If you have only dabbled in calligraphy in the past or haven't developed your own unique style yet, begin exploring and experimenting with different fonts and letters. You do not need to invent a brand new font, but it is nice to create a signature style. You may want to begin by mastering some fonts that you like. Then, give them your special touch. It is helpful to have a couple of unique styles from which your customers may choose. Ideally, these choices should be diverse enough to appeal to various tastes and be useful for different projects.

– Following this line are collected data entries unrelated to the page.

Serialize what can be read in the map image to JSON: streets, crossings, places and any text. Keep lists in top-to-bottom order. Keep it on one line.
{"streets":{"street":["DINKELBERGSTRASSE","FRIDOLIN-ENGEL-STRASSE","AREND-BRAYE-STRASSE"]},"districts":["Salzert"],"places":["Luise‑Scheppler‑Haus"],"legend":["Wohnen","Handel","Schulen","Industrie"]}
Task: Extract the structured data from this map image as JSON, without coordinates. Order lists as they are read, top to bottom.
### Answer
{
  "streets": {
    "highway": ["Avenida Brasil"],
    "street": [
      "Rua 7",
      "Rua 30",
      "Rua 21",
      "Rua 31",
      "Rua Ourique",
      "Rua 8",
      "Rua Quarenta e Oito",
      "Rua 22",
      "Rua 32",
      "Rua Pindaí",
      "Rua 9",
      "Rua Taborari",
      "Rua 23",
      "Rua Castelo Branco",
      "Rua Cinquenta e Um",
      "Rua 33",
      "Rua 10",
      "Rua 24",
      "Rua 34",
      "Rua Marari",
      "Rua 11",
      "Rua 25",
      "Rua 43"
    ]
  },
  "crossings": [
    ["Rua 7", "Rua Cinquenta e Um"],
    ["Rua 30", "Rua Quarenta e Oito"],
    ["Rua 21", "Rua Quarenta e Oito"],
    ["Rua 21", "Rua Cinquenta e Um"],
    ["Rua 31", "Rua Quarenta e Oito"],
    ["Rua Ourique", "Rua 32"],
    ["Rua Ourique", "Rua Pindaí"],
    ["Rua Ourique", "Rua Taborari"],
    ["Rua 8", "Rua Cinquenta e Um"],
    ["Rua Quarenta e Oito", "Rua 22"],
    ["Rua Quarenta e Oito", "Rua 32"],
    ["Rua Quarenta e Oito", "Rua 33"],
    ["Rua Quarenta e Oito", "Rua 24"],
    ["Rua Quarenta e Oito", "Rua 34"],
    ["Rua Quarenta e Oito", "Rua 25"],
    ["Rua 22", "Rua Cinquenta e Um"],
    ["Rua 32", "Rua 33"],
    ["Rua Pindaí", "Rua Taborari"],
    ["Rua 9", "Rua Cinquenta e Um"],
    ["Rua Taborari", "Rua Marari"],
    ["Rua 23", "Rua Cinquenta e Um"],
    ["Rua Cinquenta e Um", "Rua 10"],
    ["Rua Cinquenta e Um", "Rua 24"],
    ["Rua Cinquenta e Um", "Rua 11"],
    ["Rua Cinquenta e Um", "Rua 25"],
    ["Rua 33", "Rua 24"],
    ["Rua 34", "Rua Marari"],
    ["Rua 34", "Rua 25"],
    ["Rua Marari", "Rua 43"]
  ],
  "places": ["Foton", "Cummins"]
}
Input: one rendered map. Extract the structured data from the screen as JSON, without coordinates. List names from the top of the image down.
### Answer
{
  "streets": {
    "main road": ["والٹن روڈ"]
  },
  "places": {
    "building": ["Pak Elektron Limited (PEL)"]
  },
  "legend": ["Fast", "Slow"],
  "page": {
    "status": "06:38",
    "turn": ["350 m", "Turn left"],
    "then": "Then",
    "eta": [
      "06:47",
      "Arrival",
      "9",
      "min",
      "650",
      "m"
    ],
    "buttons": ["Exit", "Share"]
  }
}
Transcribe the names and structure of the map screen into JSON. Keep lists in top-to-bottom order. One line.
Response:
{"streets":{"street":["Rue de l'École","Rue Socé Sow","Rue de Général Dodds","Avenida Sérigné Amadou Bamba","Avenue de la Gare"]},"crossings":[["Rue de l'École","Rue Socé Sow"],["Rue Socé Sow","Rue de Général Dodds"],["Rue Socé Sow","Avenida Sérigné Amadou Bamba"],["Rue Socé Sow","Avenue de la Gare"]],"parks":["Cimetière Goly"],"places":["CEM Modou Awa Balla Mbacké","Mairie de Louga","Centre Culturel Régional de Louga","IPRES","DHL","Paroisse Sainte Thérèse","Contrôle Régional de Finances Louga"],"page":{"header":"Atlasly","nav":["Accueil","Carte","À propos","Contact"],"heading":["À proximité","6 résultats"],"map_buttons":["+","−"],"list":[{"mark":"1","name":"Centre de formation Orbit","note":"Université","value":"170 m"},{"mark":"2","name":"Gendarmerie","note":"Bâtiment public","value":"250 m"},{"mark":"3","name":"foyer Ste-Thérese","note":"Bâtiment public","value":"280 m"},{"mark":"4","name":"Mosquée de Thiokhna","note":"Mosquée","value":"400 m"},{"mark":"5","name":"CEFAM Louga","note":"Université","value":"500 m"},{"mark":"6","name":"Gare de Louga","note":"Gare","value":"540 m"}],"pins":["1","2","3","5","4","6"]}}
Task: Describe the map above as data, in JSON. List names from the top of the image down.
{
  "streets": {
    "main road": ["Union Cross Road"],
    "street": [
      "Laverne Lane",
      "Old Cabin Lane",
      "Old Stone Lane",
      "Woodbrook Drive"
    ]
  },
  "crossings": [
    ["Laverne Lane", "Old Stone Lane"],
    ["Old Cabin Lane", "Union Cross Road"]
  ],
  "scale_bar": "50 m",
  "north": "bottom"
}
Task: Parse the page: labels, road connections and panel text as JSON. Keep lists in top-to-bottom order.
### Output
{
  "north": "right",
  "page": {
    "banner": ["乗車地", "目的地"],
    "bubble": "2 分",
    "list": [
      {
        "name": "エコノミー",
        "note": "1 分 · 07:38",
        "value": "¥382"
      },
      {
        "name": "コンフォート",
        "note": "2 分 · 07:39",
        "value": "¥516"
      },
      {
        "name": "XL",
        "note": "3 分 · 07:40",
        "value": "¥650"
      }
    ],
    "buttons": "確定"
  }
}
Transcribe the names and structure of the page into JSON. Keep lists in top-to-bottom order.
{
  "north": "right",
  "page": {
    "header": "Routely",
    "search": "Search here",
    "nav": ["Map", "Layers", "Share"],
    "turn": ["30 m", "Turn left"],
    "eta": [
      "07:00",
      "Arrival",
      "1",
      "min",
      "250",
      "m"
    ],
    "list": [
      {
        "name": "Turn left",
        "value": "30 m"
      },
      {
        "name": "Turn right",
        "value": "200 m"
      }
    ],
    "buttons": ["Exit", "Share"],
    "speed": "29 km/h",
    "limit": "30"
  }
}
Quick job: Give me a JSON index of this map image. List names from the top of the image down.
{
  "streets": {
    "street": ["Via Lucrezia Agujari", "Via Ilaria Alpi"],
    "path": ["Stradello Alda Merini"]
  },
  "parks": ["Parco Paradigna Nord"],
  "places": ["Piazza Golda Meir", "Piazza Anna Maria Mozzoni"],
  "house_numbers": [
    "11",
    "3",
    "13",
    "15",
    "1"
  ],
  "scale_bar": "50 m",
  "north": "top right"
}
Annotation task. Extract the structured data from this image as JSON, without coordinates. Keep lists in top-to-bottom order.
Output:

You may also want to experiment with different lettering tools and inks. Artists use brush pens, rollerball pens, and fountain pens for calligraphy. Each creates letters differently. Mastering more than one calligraphy method allows you to produce a wider variety of effects in your work.

Proper Pricing

It is challenging to define the worth of a product or service when you are new to the market. The best way to price your services is to familiarize yourself with what others are charging for the same product. Individuals who have been selling calligraphy know how long projects take and how much to charge for their time. Trust their experience and price yourself accordingly. You can always adjust your pricing in the future as your skills improve and you get a better feel for the work you are doing.

You might want to consider running a sale to attract your first customers and establish your business. If you can wow a few people into recommending you to their friends, that will help jumpstart your earnings.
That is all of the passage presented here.